Juíza de SP afasta cobrança do Difal a empresa em 2022

O diferencial de alíquota (Difal) do ICMS se submete ao princípio da anterioridade tributária anual. Assim, a 2ª Vara da Fazenda Pública do Foro Central de São Paulo, em liminar, impediu o governo estadual de cobrar o tributo de uma distribuidora de produtos hospitalares no ano de 2022.

Reprodução

Em fevereiro de 2021, o Supremo Tribunal Federal decidiu que é inconstitucional estabelecer o Difal por meio de ato administrativo, como vinha sendo feito até então. No entanto, a lei complementar que regula o tributo foi promulgada apenas no último dia 4/1.

Assim, a juíza Fernanda Henriques Gonçalves Zoboli considerou que o Difal só poderia ser cobrado em 2023. Isso porque leis que criam ou aumentam um imposto só produzem efeitos no ano seguinte à sua publicação, conforme o princípio constitucional da anterioridade anual.
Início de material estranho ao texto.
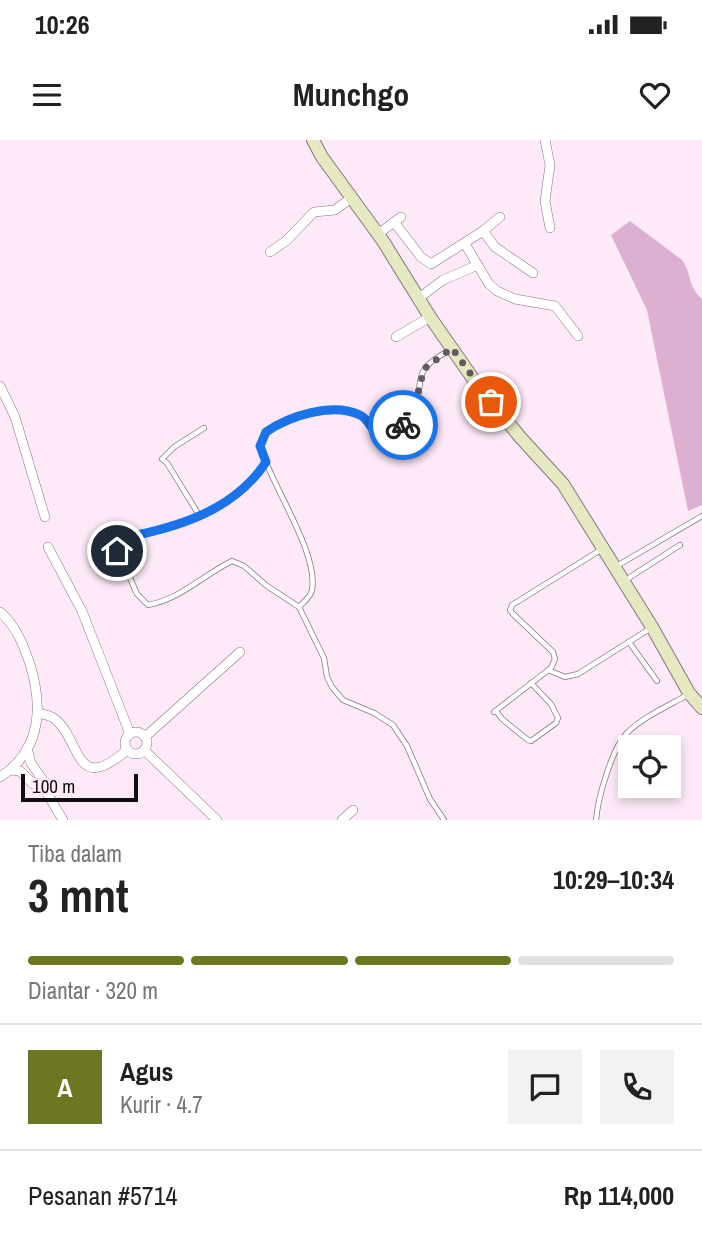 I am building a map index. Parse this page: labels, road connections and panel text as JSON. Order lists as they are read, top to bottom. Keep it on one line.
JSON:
{"scale_bar":"100 m","page":{"status":"10:26","header":"Munchgo","scale":"100 m","heading":["3 mnt","Tiba dalam","10:29–10:34"],"panel":["Agus","Kurir · 4.7","Pesanan #5714","Rp 114,000"],"bar":"Diantar · 320 m","round":"A"}} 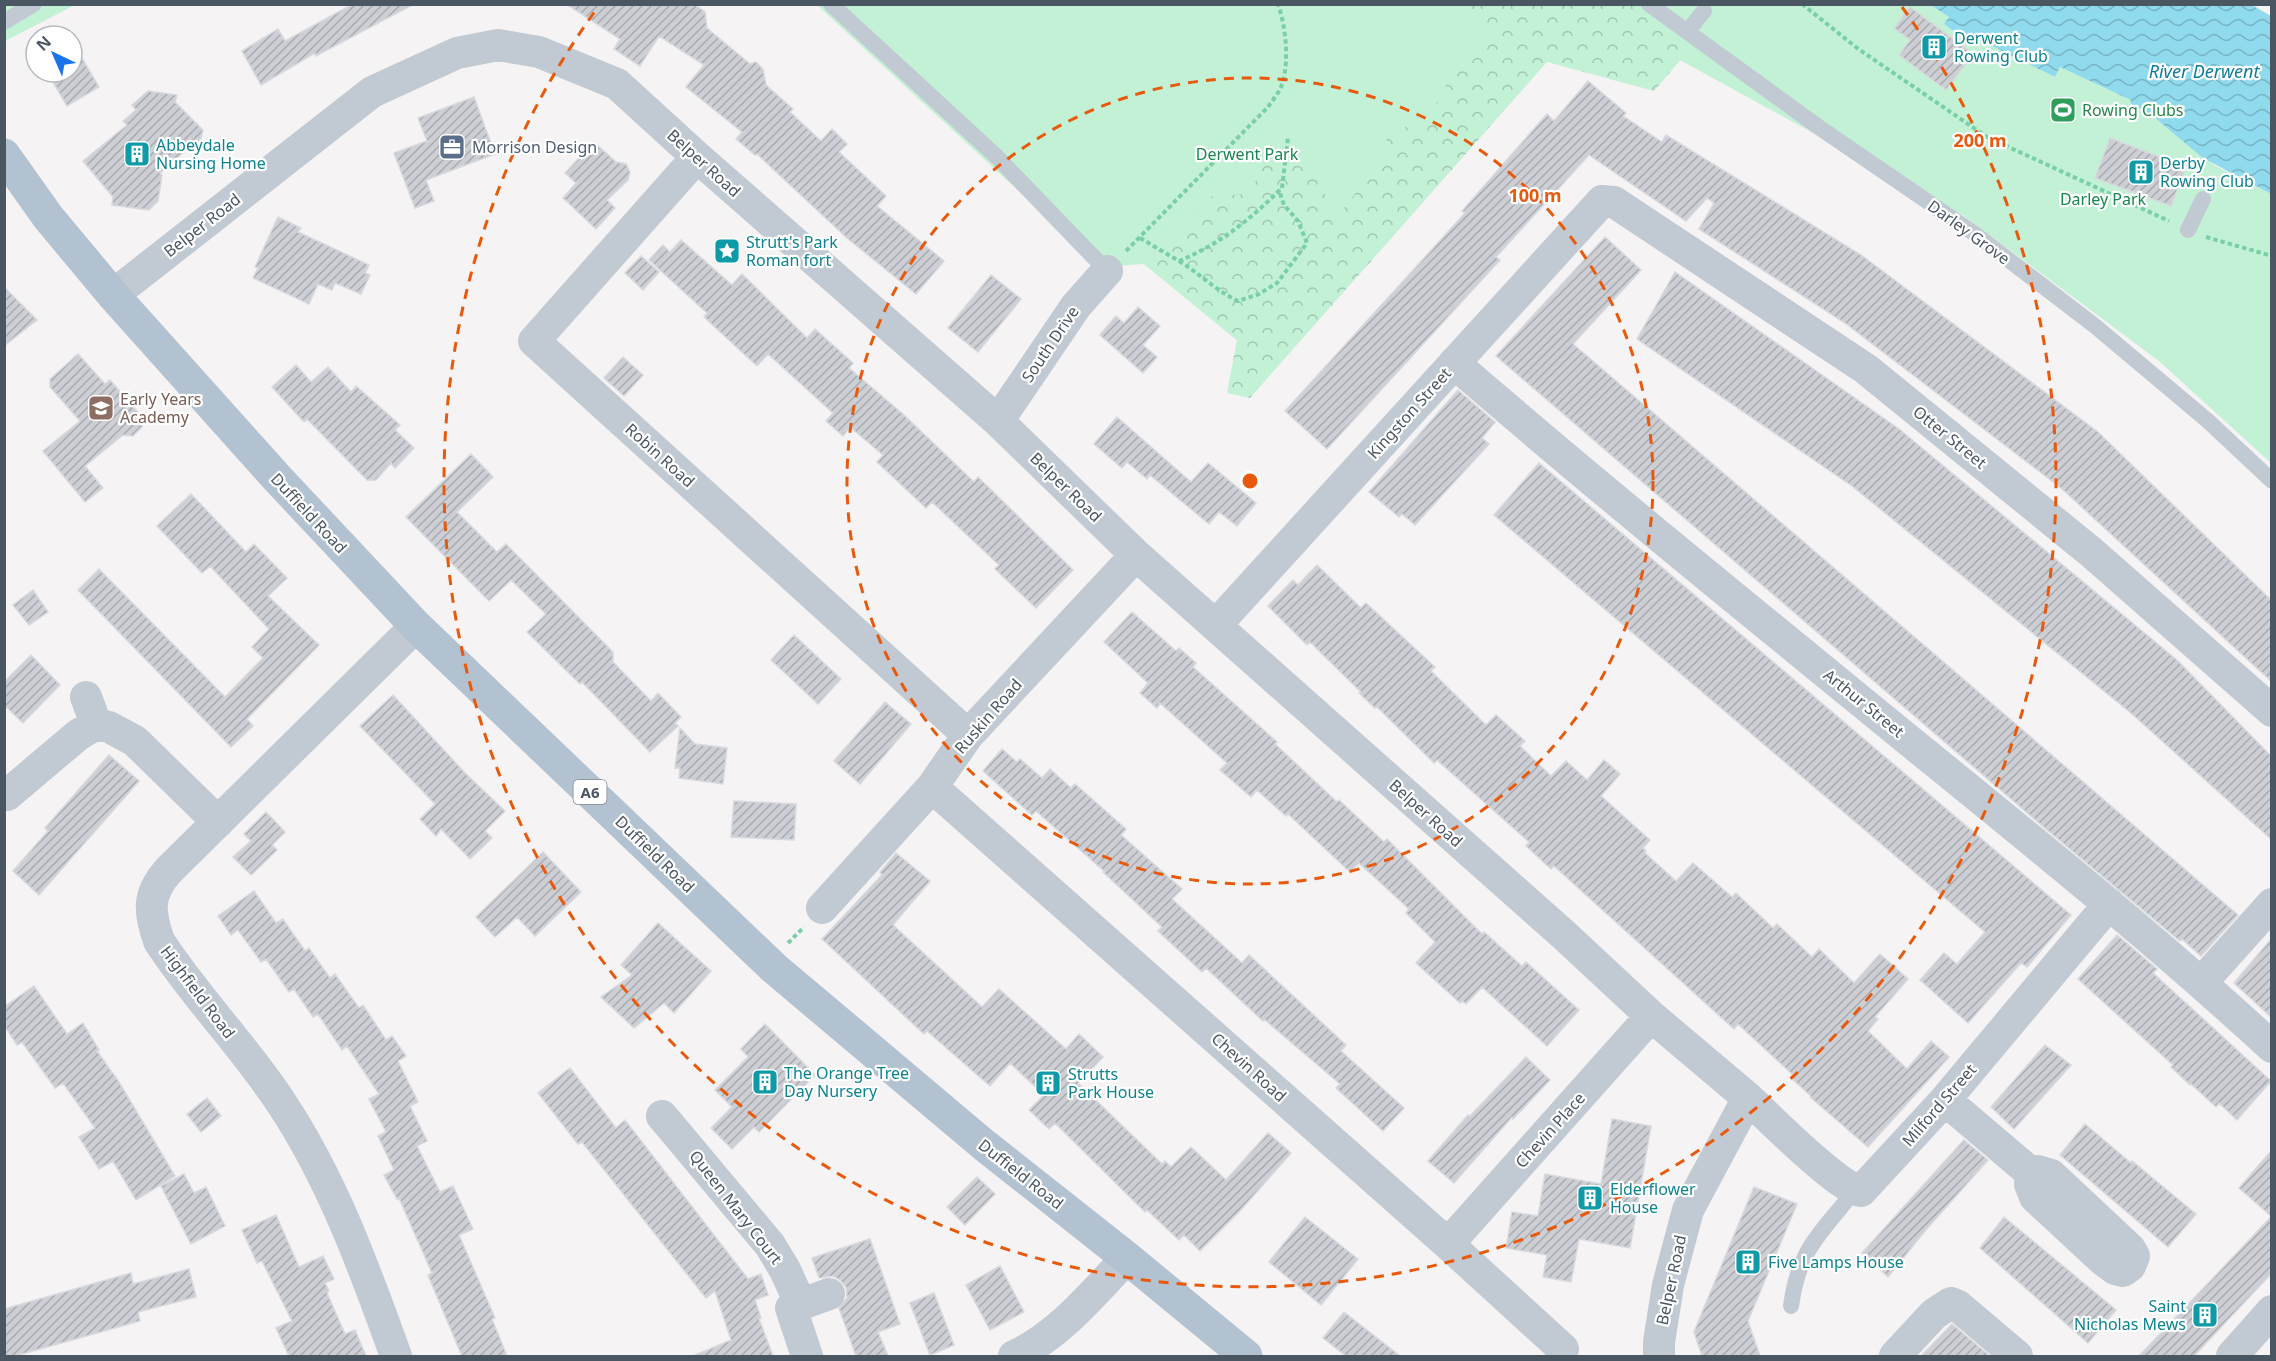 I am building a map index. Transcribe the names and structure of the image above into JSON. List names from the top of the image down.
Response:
{
  "streets": {
    "main road": ["Duffield Road", "A6"],
    "street": [
      "Belper Road",
      "South Drive",
      "Kingston Street",
      "Otter Street",
      "Robin Road",
      "Arthur Street",
      "Ruskin Road",
      "Highfield Road",
      "Chevin Road",
      "Milford Street",
      "Chevin Place",
      "Queen Mary Court"
    ],
    "lane": ["Darley Grove"]
  },
  "crossings": [
    ["Belper Road", "South Drive"],
    ["Belper Road", "Kingston Street"],
    ["Belper Road", "Robin Road"],
    ["Belper Road", "Duffield Road"],
    ["Belper Road", "Ruskin Road"],
    ["Belper Road", "Chevin Place"],
    ["Kingston Street", "Otter Street"],
    ["Kingston Street", "Arthur Street"],
    ["Robin Road", "Ruskin Road"],
    ["Duffield Road", "Highfield Road"],
    ["Arthur Street", "Milford Street"],
    ["Ruskin Road", "Chevin Road"],
    ["Chevin Road", "Chevin Place"]
  ],
  "water": ["River Derwent"],
  "parks": ["Derwent Park", "Darley Park"],
  "places": {
    "building": [
      "Derwent Rowing Club",
      "Abbeydale Nursing Home",
      "Derby Rowing Club",
      "The Orange Tree Day Nursery",
      "Strutts Park House",
      "Elderflower House",
      "Five Lamps House",
      "Saint Nicholas Mews"
    ],
    "sports": ["Rowing Clubs"],
    "office": ["Morrison Design"],
    "place": ["Strutt's Park Roman fort"],
    "school or university": ["Early Years Academy"]
  },
  "north": "top left",
  "rings": ["200 m", "100 m"]
} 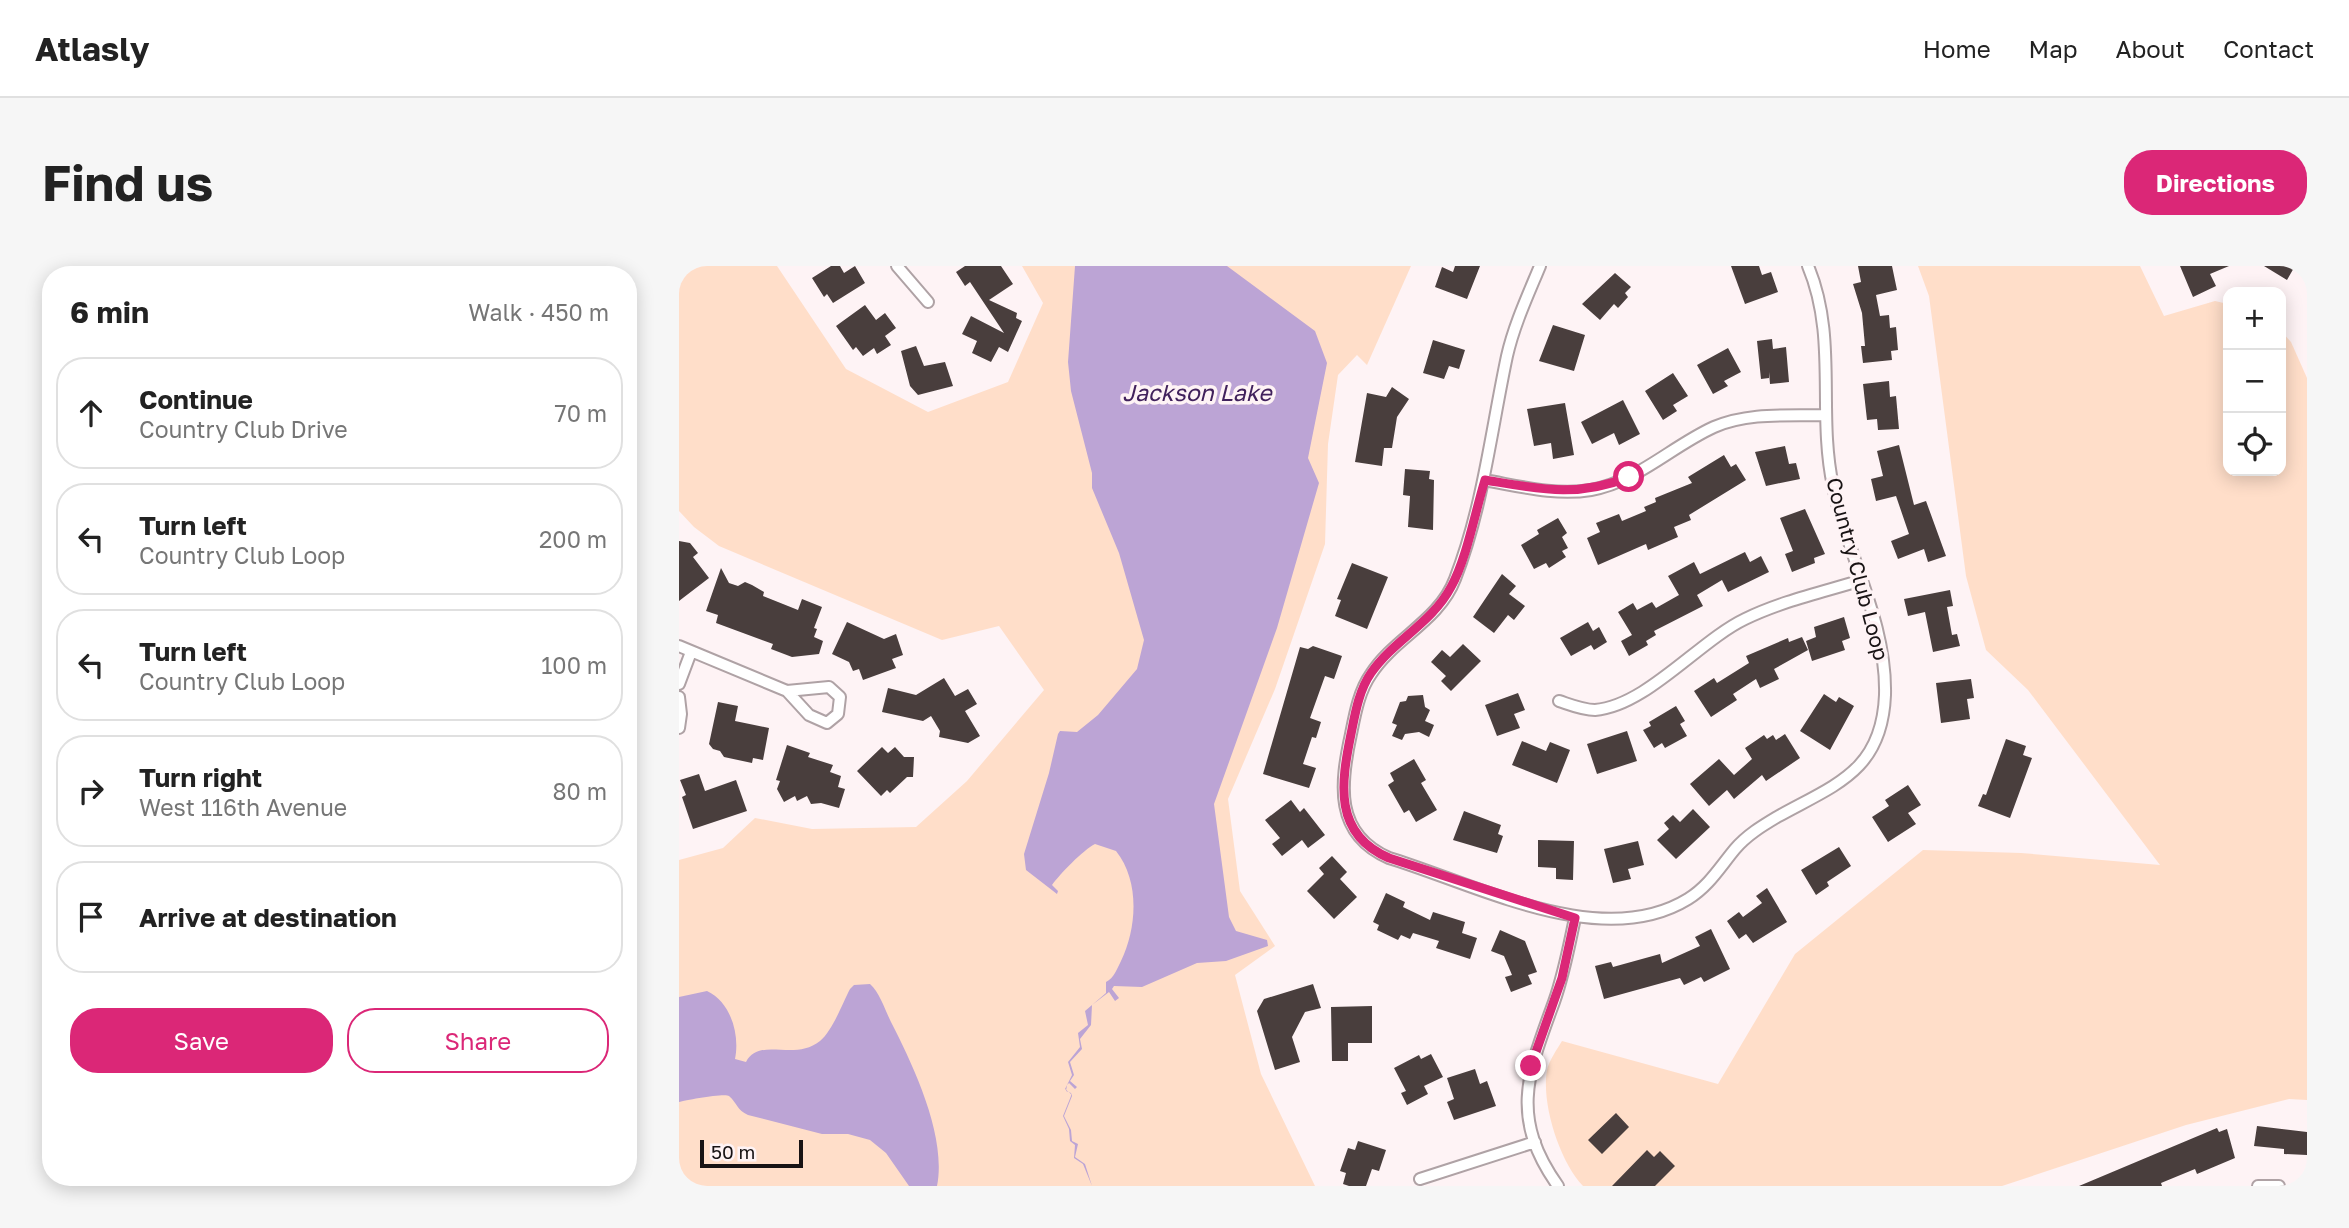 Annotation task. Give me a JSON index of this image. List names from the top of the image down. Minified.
{"streets":{"street":["Country Club Loop"]},"water":["Jackson Lake"],"scale_bar":"50 m","page":{"header":"Atlasly","nav":["Home","Map","About","Contact"],"buttons":["Directions",["Save","Share"]],"title":"Find us","heading":["6 min","Walk · 450 m"],"map_buttons":["+","−"],"list":[["Continue","Country Club Drive","70 m"],["Turn left","Country Club Loop","200 m"],["Turn left","Country Club Loop","100 m"],["Turn right","West 116th Avenue","80 m"],"Arrive at destination"],"scale":"50 m"}}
"Não há dúvida de que para aquele contribuinte que, antes dessa lei complementar, recolhia apenas o tributo em seu estado de origem, a obrigação de recolher a diferença para o estado de destino, quando a alíquota deste é superior à daquele, implica em majoração do imposto", explicou a magistrada.

Além de aumentar a carga tributária, a lei complementar também teria criado um novo tributo, já que antes da sua sanção o imposto não era exigível, por força da decisão do STF. Segundo Zoboli, a nova lei criou uma nova relação jurídico-tributária.

A ação foi patrocinada pelo escritório Dossena & Berleze Advocacia e Consultoria Empresarial, por meio do advogado Juliano Dossena Junior.

O entendimento não é novo no estado. No entanto, a Justiça paulista vem proferindo decisões conflitantes sobre o pagamento ou não do Difal já em 2022.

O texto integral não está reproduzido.